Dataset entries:
--- START ---

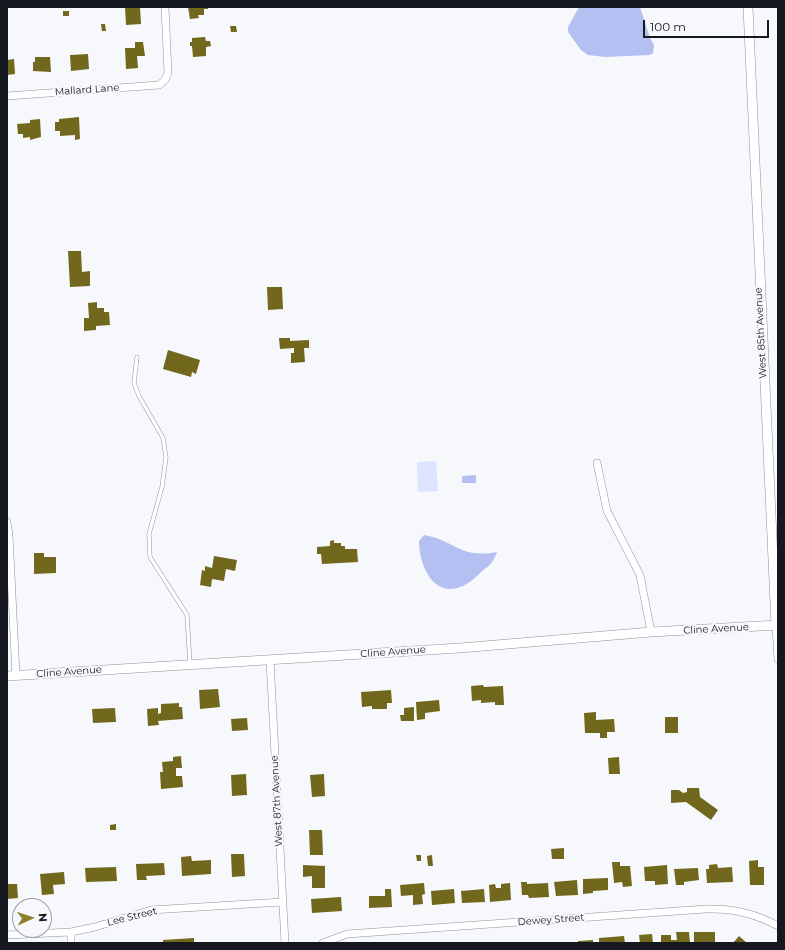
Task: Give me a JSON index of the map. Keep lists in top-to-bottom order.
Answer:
{
  "streets": {
    "street": [
      "Mallard Lane",
      "West 85th Avenue",
      "Cline Avenue",
      "West 87th Avenue",
      "Lee Street",
      "Dewey Street"
    ]
  },
  "crossings": [
    ["West 85th Avenue", "Cline Avenue"],
    ["Cline Avenue", "West 87th Avenue"],
    ["West 87th Avenue", "Lee Street"]
  ],
  "scale_bar": "100 m",
  "north": "right"
}
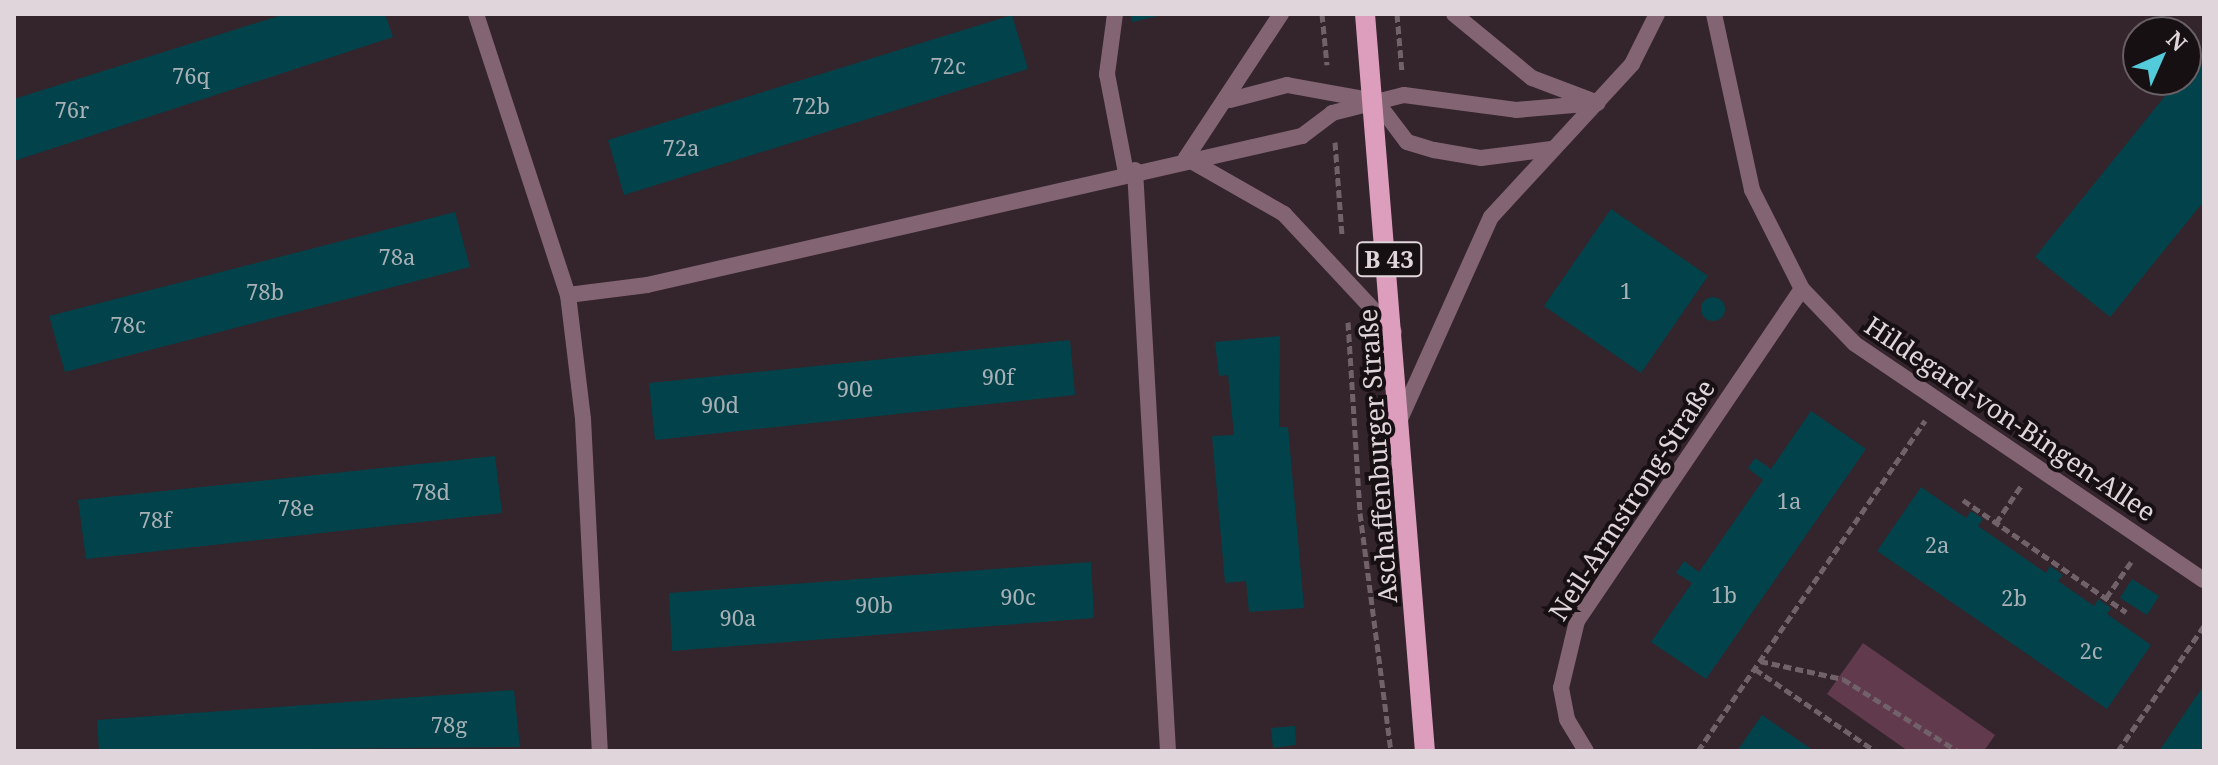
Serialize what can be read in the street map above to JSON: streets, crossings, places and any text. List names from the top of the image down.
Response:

--- END ---

Exercise - Leaving out only the pictures, retype every record exactly.

Output below -
Task: Give me a JSON index of the map. Keep lists in top-to-bottom order.
Answer:
{
  "streets": {
    "street": [
      "Mallard Lane",
      "West 85th Avenue",
      "Cline Avenue",
      "West 87th Avenue",
      "Lee Street",
      "Dewey Street"
    ]
  },
  "crossings": [
    ["West 85th Avenue", "Cline Avenue"],
    ["Cline Avenue", "West 87th Avenue"],
    ["West 87th Avenue", "Lee Street"]
  ],
  "scale_bar": "100 m",
  "north": "right"
}
Serialize what can be read in the street map above to JSON: streets, crossings, places and any text. List names from the top of the image down.
Response:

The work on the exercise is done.